Most users probably don't see these problems because they're using these units to connect to the Internet through a slow uplink. So they never have a bottleneck across the WiFi link and don't get a packet backlog in the Sveasoft software. But try to talk to a local server using TCP. A CVS checkout from our local server over a pair of Linksys routers using the latest, licensed, paid-for Sveasoft software hangs. Every time, within ten seconds. (Works fine with a wired Ethernet connection.)
Attempts to get this fixed have dragged on for months. It's been reported to Sveasoft, of course.
So we definitely recommend against buying Sveasoft firmwere.
John Nagle
Syntax error:
10: "Over-exaggerate"
You can't "over-exaggerate" something. "Exaggerating" is synonymous with "over-stating". And "over-over-stating" makes no sense.
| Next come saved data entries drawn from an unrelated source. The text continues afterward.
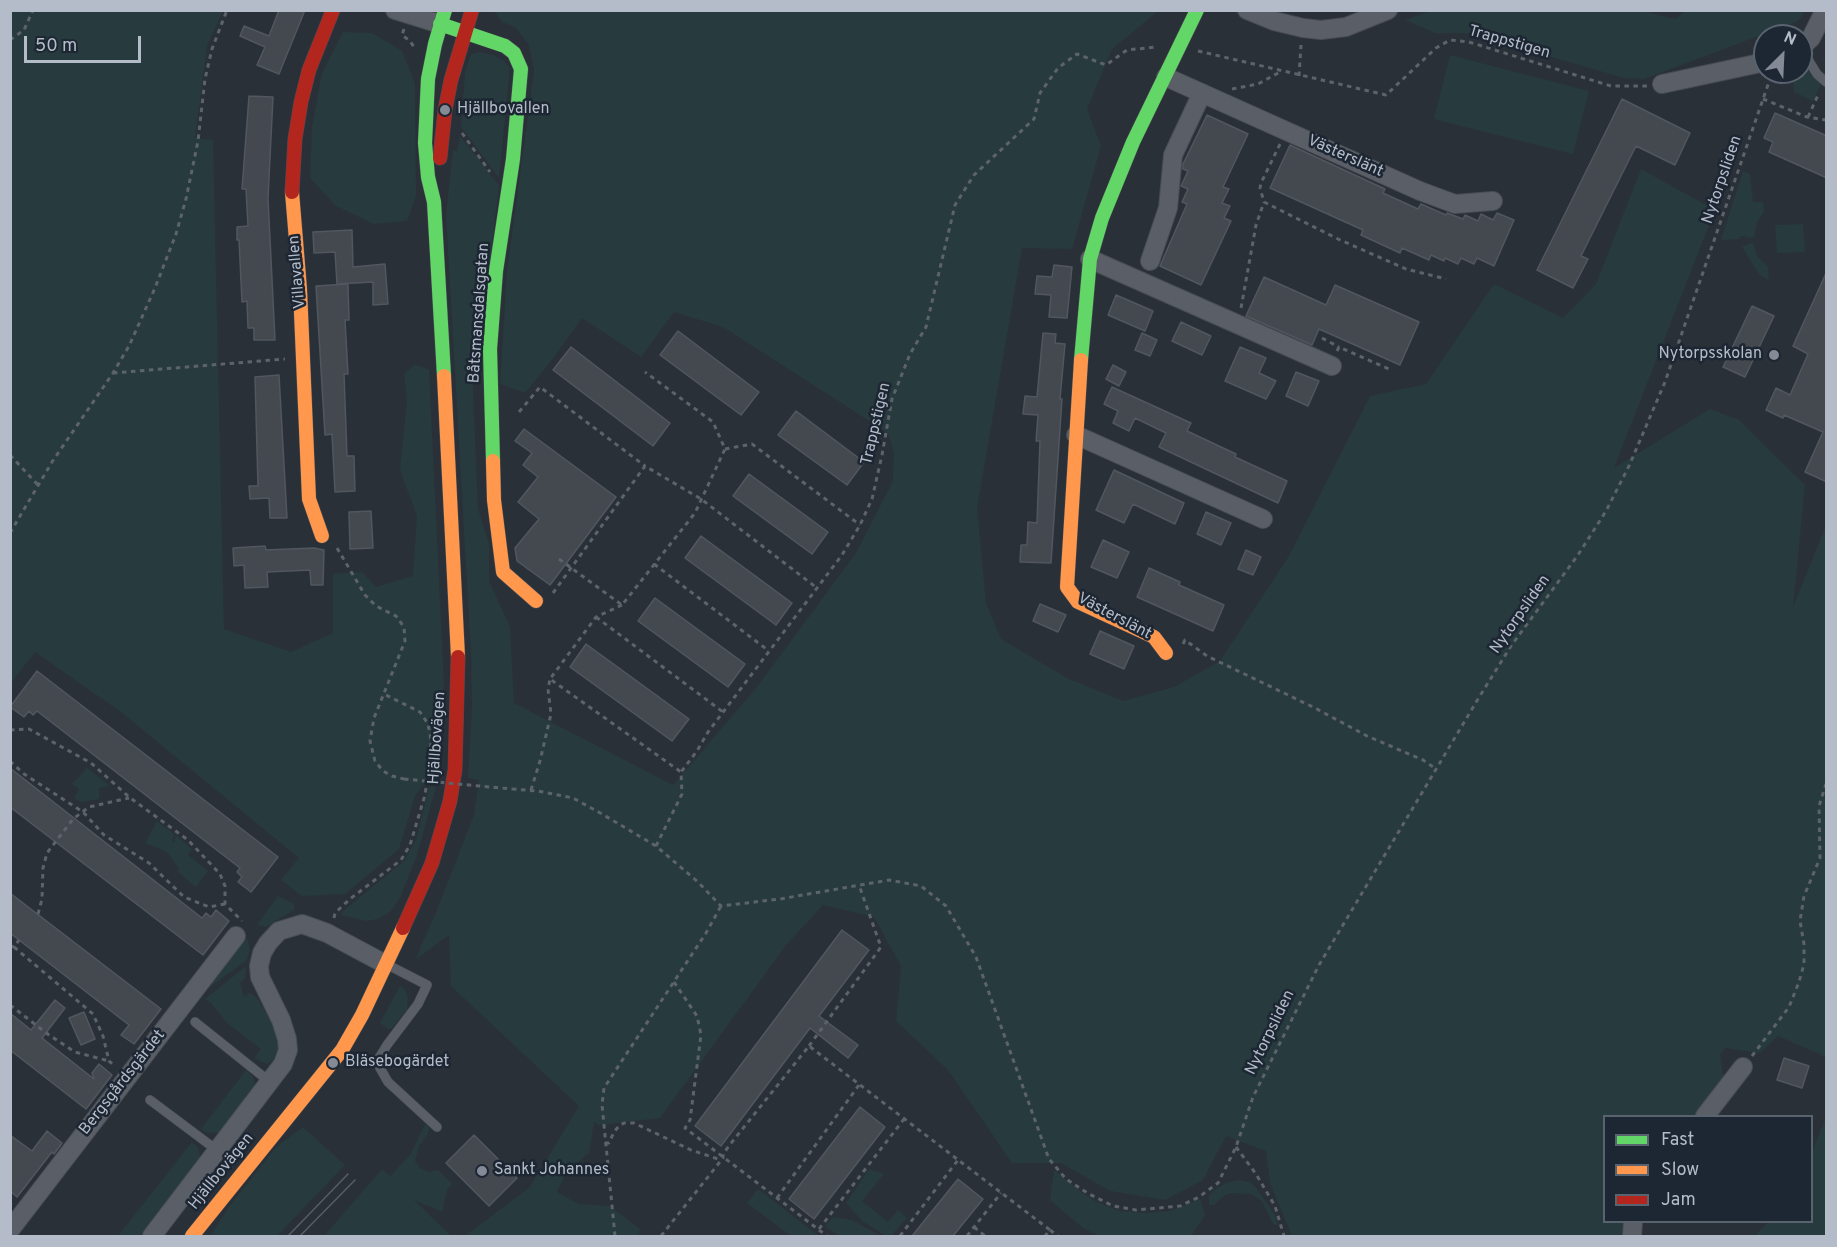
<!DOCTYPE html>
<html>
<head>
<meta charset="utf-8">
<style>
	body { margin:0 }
	#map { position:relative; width:1837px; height:1247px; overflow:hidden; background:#2a3038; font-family:Overpass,sans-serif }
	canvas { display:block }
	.frame { position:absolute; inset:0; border:12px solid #b4bcc9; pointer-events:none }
	.legend { position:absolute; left:1603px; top:1115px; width:210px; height:108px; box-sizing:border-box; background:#1d2633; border:2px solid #59626f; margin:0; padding:8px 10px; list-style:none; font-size:18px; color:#b4bcc9 }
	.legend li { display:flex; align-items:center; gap:12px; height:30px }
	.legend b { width:30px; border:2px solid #59626f }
	.north { position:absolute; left:1753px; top:24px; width:60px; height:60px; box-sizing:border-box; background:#1d2633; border:2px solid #59626f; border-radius:50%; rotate:24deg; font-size:16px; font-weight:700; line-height:24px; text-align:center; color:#b4bcc9 }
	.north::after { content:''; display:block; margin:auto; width:21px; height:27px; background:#848b96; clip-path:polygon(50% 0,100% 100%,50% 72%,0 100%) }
	.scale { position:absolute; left:24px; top:36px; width:117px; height:27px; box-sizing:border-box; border:3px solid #b4bcc9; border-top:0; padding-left:8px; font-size:18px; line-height:21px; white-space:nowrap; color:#b4bcc9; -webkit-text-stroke:4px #1d2633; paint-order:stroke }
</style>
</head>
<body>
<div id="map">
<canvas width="1837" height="1247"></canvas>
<div class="frame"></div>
<ul class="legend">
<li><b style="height:8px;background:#63d668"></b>Fast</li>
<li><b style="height:8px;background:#ff974d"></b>Slow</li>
<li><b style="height:8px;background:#b3261e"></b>Jam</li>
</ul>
<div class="north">N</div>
<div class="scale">50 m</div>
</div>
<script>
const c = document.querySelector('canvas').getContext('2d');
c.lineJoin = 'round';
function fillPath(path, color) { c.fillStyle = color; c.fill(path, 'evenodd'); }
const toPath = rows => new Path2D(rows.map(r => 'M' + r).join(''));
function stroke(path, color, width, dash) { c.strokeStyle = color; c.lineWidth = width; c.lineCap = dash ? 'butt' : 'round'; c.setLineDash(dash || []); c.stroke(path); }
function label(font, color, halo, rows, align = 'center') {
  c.font = font + ' Overpass,sans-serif'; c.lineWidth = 5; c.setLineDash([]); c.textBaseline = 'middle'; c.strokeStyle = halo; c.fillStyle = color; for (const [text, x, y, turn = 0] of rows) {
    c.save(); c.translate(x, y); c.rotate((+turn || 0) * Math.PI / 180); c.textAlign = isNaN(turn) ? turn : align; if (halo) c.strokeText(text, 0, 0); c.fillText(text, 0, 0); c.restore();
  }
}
fillPath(toPath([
	[10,11,223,11,207,46,195,138,213,140,224,629,291,652,333,633,333,574,362,572,376,587,413,576,417,516,400,470,407,402,404,374,415,364,429,370,444,685,434,770,415,796,399,849,345,894,302,896,281,880,299,858,121,712,35,652,11,683],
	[494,11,1158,11,1112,49,1087,109,1101,146,1072,249,1022,248,977,508,986,603,1001,639,1067,678,1123,701,1174,687,1220,661,1289,556,1370,396,1426,384,1494,284,1563,318,1596,284,1641,169,1715,210,1614,468,1710,409,1739,420,1805,485,1793,607,1826,526,1826,1057,1778,1036,1760,1053,1725,1048,1720,1054,1724,1082,1700,1116,1604,1116,1604,1222,1627,1222,1627,1236,1292,1236,1270,1183,1266,1151,1226,1136,1203,1180,1165,1200,1110,1191,1061,1163,1012,1163,948,1070,896,1021,901,966,874,917,823,905,787,944,660,1118,599,1125,594,1122,589,1153,566,1172,557,1192,579,1204,610,1206,640,1229,639,1236,465,1236,530,1187,579,1106,451,986,449,935,415,960,437,910,474,815,479,780,468,778,472,705,471,653,446,215,453,151,457,151,460,136,499,185,479,360,475,358,472,367,478,509,489,543,489,581,510,627,514,703,673,785,757,687,856,553,893,481,894,453,888,433,723,327,674,312,641,357,582,318,551,361,525,393,500,384,507,271,534,71,529,45,515,27,502,22],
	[1430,11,1639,10,1675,19,1686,11,1805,11,1798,21,1644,79,1624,78,1469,33,1435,33,1405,20],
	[343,32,372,33,402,51,415,83,416,196,407,221,374,224,336,206,310,178,312,127,322,73],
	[480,52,493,55,504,61,510,68,499,178,461,127,465,72,471,54],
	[1450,55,1589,91,1573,154,1434,119],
	[1802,63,1821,84,1813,101,1794,92,1792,72,1801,72],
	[1743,171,1750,174,1753,202,1763,202,1764,212,1757,222,1754,237,1746,238,1746,236,1741,236,1740,239,1721,240],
	[1803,224,1805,252,1777,253,1775,225],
	[1753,242,1757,256,1768,267,1769,281,1759,274,1742,247],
	[86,767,110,786,99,788,99,799,81,802,74,798,79,789,72,784,84,772],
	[429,787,436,787,417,855,400,898,390,912,378,919,366,921,342,915,342,912,404,861,416,840],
	[157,821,174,834,172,841,174,843,176,835,192,849,188,855,208,871,196,887,178,872,179,869,167,852,145,843],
	[278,896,294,904,294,910,266,927,257,925],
	[247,937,250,949,247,960,199,995],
	[246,966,245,979,240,983,244,997,251,993,257,998,278,1033,278,1053,273,1060,267,1064,254,1058,261,1049,227,1023,211,1003,205,999],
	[400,986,405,990,408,997,407,1010,392,1028,388,1029,380,1023],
	[246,1070,253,1077,255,1082,253,1090,219,1133,205,1132,201,1129],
	[1826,1118,1826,1236,1755,1236,1768,1222,1812,1222,1812,1151],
	[425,1124,429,1127,428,1134,419,1146,415,1161,420,1168,428,1172,438,1170,452,1184,448,1188,444,1202,443,1212,414,1200,451,1236,324,1236,382,1169,391,1177,393,1173,411,1154],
	[303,1127,345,1165,277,1236,210,1236,231,1204,276,1147],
	[192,1142,198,1148,200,1156,198,1161,167,1203,140,1236,118,1236],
	[869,1169,884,1174,862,1201,888,1222,898,1210,907,1218,891,1236,886,1236,862,1221,846,1203],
	[1054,1170,1081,1192,1097,1202,1120,1211,1144,1213,1170,1211,1200,1199,1205,1215,1191,1236,1100,1236,1083,1228,1050,1200],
	[1239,1180,1250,1182,1257,1189,1275,1215,1278,1225,1273,1224,1262,1201,1251,1194,1232,1193,1225,1195,1214,1205,1209,1205,1209,1196,1214,1190,1226,1183],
	[758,1189,819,1236,791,1236,747,1203],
	[833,1217,852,1220,881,1236,839,1236,825,1226]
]), '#273a3e');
const building = toPath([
	[279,10,305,10,279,74,257,65,265,47,240,36,244,26,269,36,279,10],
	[249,96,273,97,268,198,275,340,254,340,254,328,248,328,247,301,242,302,239,240,237,240,237,227,248,226,246,189,242,189,249,96],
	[1622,99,1690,133,1675,165,1636,146,1581,256,1588,259,1573,288,1537,270,1622,99],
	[1775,113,1827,136,1827,178,1769,152,1773,142,1764,138,1775,113],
	[1207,115,1248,134,1223,187,1229,189,1222,203,1230,206,1224,218,1231,221,1201,285,1160,266,1187,204,1182,202,1188,189,1181,186,1188,171,1183,169,1183,164,1207,115],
	[1290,145,1385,189,1383,193,1418,209,1421,204,1446,215,1447,213,1463,219,1465,215,1478,221,1481,214,1493,220,1497,213,1514,220,1494,266,1477,258,1474,264,1461,258,1458,264,1445,258,1444,261,1431,255,1429,260,1402,248,1400,253,1361,235,1363,230,1270,188,1290,145],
	[352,230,353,267,385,264,388,304,373,305,373,282,337,284,335,252,314,253,313,232,352,230],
	[1054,265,1072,267,1067,318,1049,317,1051,295,1035,294,1037,276,1052,277,1054,265],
	[1827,271,1827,482,1805,472,1823,432,1784,415,1783,418,1766,410,1776,388,1790,395,1808,354,1793,346,1827,271],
	[1264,277,1326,305,1335,285,1419,322,1400,365,1319,329,1312,345,1246,316,1264,277],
	[348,284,349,320,345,320,348,374,344,374,347,456,354,456,355,491,335,492,332,434,325,435,316,286,348,284],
	[1116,295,1153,311,1145,331,1108,315,1116,295],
	[1752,306,1774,316,1745,377,1723,367,1752,306],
	[1181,322,1211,336,1202,355,1172,341,1181,322],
	[678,331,759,392,741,415,660,355,678,331],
	[1043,333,1056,334,1055,343,1065,344,1060,399,1062,399,1051,563,1020,562,1021,545,1027,545,1028,522,1037,523,1040,441,1036,441,1038,415,1023,414,1025,396,1037,397,1043,333],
	[1142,333,1157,340,1150,356,1135,350,1142,333],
	[571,347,670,423,653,446,553,370,571,347],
	[1240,347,1266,358,1259,373,1276,381,1266,399,1225,381,1240,347],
	[1113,365,1126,372,1119,386,1106,379,1113,365],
	[1296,372,1319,381,1308,406,1286,396,1296,372],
	[279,375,287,518,270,518,269,498,250,499,249,486,258,486,255,377,279,375],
	[1112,387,1191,423,1187,431,1236,454,1235,457,1287,481,1278,503,1159,447,1166,433,1135,418,1129,431,1113,423,1118,411,1104,404,1112,387],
	[796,411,864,462,847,485,778,435,796,411],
	[524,429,616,497,550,585,517,561,515,548,539,519,518,502,538,477,523,465,532,453,515,441,524,429],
	[1114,470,1184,503,1175,524,1133,504,1124,523,1096,510,1114,470],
	[749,474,828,532,812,554,733,496,749,474],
	[371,511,373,548,350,549,349,512,371,511],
	[1206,512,1231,523,1221,545,1197,534,1206,512],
	[701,536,792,603,776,625,685,558,701,536],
	[1103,540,1129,552,1117,578,1091,567,1103,540],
	[265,546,266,550,314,548,324,550,323,585,311,585,310,570,267,572,268,587,245,588,244,565,234,566,233,548,265,546],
	[1246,550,1261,557,1253,575,1238,569,1246,550],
	[1149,568,1180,582,1179,585,1224,605,1213,631,1137,597,1149,568],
	[655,598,745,664,728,687,638,621,655,598],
	[1040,604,1066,615,1058,632,1033,621,1040,604],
	[1100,631,1134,646,1124,669,1090,654,1100,631],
	[586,644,689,719,672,741,570,667,586,644],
	[37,671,278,857,251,892,238,882,242,877,237,872,240,868,37,711,33,715,29,711,24,717,10,707,37,671],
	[10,768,202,918,206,913,211,917,216,910,229,921,203,955,10,807,10,768],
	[10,893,161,1009,134,1044,121,1035,129,1025,10,933,10,893],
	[842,930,869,950,819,1016,858,1045,848,1058,810,1028,721,1146,695,1126,842,930],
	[55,1000,65,1008,42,1038,94,1079,92,1073,99,1064,112,1075,86,1109,10,1050,10,1013,31,1030,55,1000],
	[84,1012,95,1039,81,1045,69,1018,84,1012],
	[1784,1058,1809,1066,1802,1088,1777,1080,1784,1058],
	[860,1107,885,1127,814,1219,789,1199,860,1107],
	[47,1131,62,1143,54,1154,52,1152,17,1197,10,1191,10,1135,32,1151,47,1131],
	[474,1135,517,1178,489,1206,446,1163,474,1135],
	[958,1179,983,1199,953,1236,912,1236,958,1179]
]);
fillPath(building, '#444950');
stroke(building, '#52575f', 1.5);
const lane = toPath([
	[1801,48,1817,74,1826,82],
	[388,965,427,985,418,1004,387,1045,379,1058,380,1068,388,1082,437,1127],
	[195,1022,270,1082],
	[150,1100,218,1151]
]);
const street = toPath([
	[395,10,440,24],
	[1247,10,1274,21,1303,28,1321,30,1346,27,1388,10],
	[1801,47,1811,38,1825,10],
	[1166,77,1420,191,1455,204,1493,201],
	[1662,84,1765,62],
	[1090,259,1332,366],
	[1150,261,1168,208,1173,155,1202,93],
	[1076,435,1263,519],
	[1705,1116,1743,1067],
	[10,1230,236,936],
	[152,1236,283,1064,288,1050,287,1039,281,1020,260,977,259,966,262,953,268,943,279,931,302,924,327,933,385,964],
	[1632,1236,1633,1222]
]);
const fast = toPath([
	[440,24,505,46,514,53,521,69,513,159,496,271,490,349,493,461],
	[1081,360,1090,259,1102,218,1133,142,1197,10],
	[444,376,434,202,428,177,425,143,428,79,435,44,445,10]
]);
const slow = toPath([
	[292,192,300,289,309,499,322,536],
	[1081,360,1067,587,1078,602,1154,637,1166,653],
	[444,376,458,657],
	[493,461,494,500,503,572,536,601],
	[192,1236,342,1050,362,1015,403,928]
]);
const jam = toPath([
	[440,158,445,110,451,80,472,10],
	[292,192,295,139,301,102,309,70,333,10],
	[403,928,432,863,450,801,455,770,458,657]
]);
stroke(lane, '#484c53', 10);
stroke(street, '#484c53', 20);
stroke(fast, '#484c53', 15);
stroke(slow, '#484c53', 15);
stroke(jam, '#484c53', 15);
stroke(toPath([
	[404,29,402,35,410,41,414,47],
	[10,40,24,30,33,10],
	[1198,51,1386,95,1436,48,1450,40,1469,42,1611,86,1648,86],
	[1299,76,1301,45],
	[1232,89,1258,84,1280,72],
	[1763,99,1807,117,1826,120],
	[1808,117,1819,93],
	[462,133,490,172],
	[1280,144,1261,183,1260,188,1264,202,1338,239,1406,269,1446,279],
	[1241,308,1256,225,1264,202],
	[1322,338,1339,347],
	[1337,351,1339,347,1389,369],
	[113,373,285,359],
	[519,412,540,387,645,466],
	[725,449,752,444,860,525],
	[10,455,38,485],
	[10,533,52,462,113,373,129,346,155,288,176,234,186,199,198,141,205,79,212,49,227,10],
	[337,548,365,595,376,606,396,616,404,627,405,641,374,718,370,741,375,761,383,771,392,776,404,779],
	[559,559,622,605,695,513,725,449,713,422,645,372],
	[654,564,769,651],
	[553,593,645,466,701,499,817,588],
	[622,605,596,617,550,679,681,772],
	[596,617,723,712],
	[1183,644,1185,640,1207,656,1315,708,1367,736,1423,760,1436,769],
	[10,730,29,729,91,763,129,797,188,840,220,874,225,886,225,904,242,921],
	[10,761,24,774,83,812,104,835,149,863,184,897,209,907,225,904],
	[512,789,538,791,573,798,602,814,656,846,698,882,721,906,780,899,889,880,921,886,946,906,976,957,1049,1159,1066,1179,1089,1194,1113,1206,1136,1210,1180,1206,1199,1197,1218,1183,1236,1147,1253,1097,1319,965,1478,699,1511,646,1578,555,1606,511,1629,466,1665,382,1771,76],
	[531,790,540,761,551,714,548,689,550,679],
	[656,846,682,794,681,772,697,751,708,732,842,555,860,525,872,499,882,455,892,399,910,354,926,327,955,205,974,175,1034,119,1040,93,1058,68,1077,54,1106,65,1127,50,1156,47],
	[38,914,42,899,43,868,47,853,73,819,89,807,129,798],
	[334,918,335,913,350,899,401,860,410,845,425,795,430,760,431,740,428,724,420,712,384,694],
	[10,946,14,947,19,940],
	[14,947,93,1014,103,1036,109,1061,115,1066],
	[674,982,697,1016,701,1035,690,1120,685,1128,827,1236],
	[10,1005,49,1035,75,1052,109,1061],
	[809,1046,881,947,859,885],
	[1752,1056,1789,1007,1799,982,1804,964,1804,944,1800,921,1804,896,1820,858,1819,806,1826,784],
	[605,1143,609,1143,614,1132,619,1126,624,1123,634,1123,691,1150,721,1160],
	[1236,1147,1256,1174,1275,1206,1284,1236],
	[777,1198,859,1085],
	[974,1227,985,1236],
	[819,1229,904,1119],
	[1050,1230,1058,1236],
	[615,1236,602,1105,604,1088,706,933,721,906],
	[661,1236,723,1158,723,1154,732,1142,809,1046,1050,1230,1045,1236],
	[900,1236,958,1160],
	[967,1236,1001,1193]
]), '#5d636a', 3, [4.5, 4.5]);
stroke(lane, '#5a5e66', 9);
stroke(street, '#5a5e66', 18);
stroke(fast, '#63d668', 14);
stroke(slow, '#ff974d', 14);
stroke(jam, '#b3261e', 14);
stroke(toPath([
	[288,1236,348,1174],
	[300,1236,355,1180]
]), '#595d64', 1.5);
stroke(toPath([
	[404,779,512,789]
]), '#5d636a', 3, [4.5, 4.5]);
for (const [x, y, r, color] of [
	[445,110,6,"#848b96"],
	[1774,355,6,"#848b96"],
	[333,1063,6,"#848b96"],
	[482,1171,6,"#848b96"]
]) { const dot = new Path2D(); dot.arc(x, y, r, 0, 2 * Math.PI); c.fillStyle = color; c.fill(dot); stroke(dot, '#1d2633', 2); }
label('16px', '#b4bcc9', '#1d2633', [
	["Trappstigen",1509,43,16],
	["Västerslänt",1345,157,24],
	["Nytorpsliden",1723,180,-71],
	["Villavallen",298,272,-95],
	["Båtsmansdalsgatan",480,313,-86],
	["Trappstigen",877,424,-77],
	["Nytorpsliden",1521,615,-55],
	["Västerslänt",1114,617,28],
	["Hjällbovägen",438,738,-86],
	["Nytorpsliden",1271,1033,-64],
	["Bergsgårdsgärdet",123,1083,-52],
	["Hjällbovägen",222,1172,-51]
]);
label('16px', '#b4bcc9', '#1d2633', [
	["Hjällbovallen",457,110],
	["Nytorpsskolan",1762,355,"right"],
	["Bläsebogärdet",345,1063],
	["Sankt Johannes",494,1171]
], 'left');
</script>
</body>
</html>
"Over-exaggerate" implies there's an acceptable level of exaggeration and you've crossed it.
I may be the grammar police, but otherwise we'd have "words" like "ain't" and "cuz" in the dictionary.
QOS seems kind of useless to me in a home setup. Last time I checked you can't control what your provider is sending you.
Your router can obviously ensure that your precious northbound game bandwidth is being preserved, but how can it keep updating your status steadily if your wife is in the next room downloading all last weeks Days of our Lives episodes?
Has this changed and you can assume that providers will support some kind of QOS protocol now?
I've used various D-link and Linksys routers to work with VPN and has failed miserably. However, Netgear was solid and worked great even with heavy load. Strongly recommend Netgear for any low-end routers.
http://www.up0.com/
(Disclaimer: I have the router described in the article at home in use)
I see all these posts from people saying:
"Oh this is nothing special, I can do everything this routers does with my Linux box and iptables and tc"
Hello people! This is a CONSUMER ROUTER. How many people who are just regular people are competent enough to:
1. Build their own computer (ok, they could buy it prebuilt)
2. Install Linux
3. Configure Linux
4. Understand TCP/IP
5. Learn how traffic shaping/traffic prioritization works
6. Implement #5 on their new Linux box.
Just because us Slashdot nerds can build our own routers doesn't mean this isn't a bad product.
Also, for the people who are saying:
"Oh the Linksys routers can do QoS with the Sevasoft firmware"
This still requires the average consumer to:
1. Know what the hell QoS
1a. Know how the hell TCP/IP works
2. Learn what ports different online games and p2p apps utilize
3. Know about alternative niche firmware for their consumer router
4. PURCHASE the firmware and install it (without borking their shiny new router)
To the people who have been going on about how previous older/current different models of D-Link's have had problems for them I say this:
The D-Link gaming router actually works as advertised. I haven't had it burst into flames. It's been perfectly happy handling World of Warcraft, IRC, IM, DC++, and Bittorrent all simultaneously over my cable connection. The router hasn't spontaneously reset due to extreme traffic flow. The router has simply Just Worked.
This is a quote of the complete contents of the site it points to. It's a lame sales site without any further information. I had to Google the product name to get a different site where there were any product specs. This post is nothing but an advertisement for an advertisement. Maybe the product is worthwhile; if it is the poster should have sent us to a site that had something to say.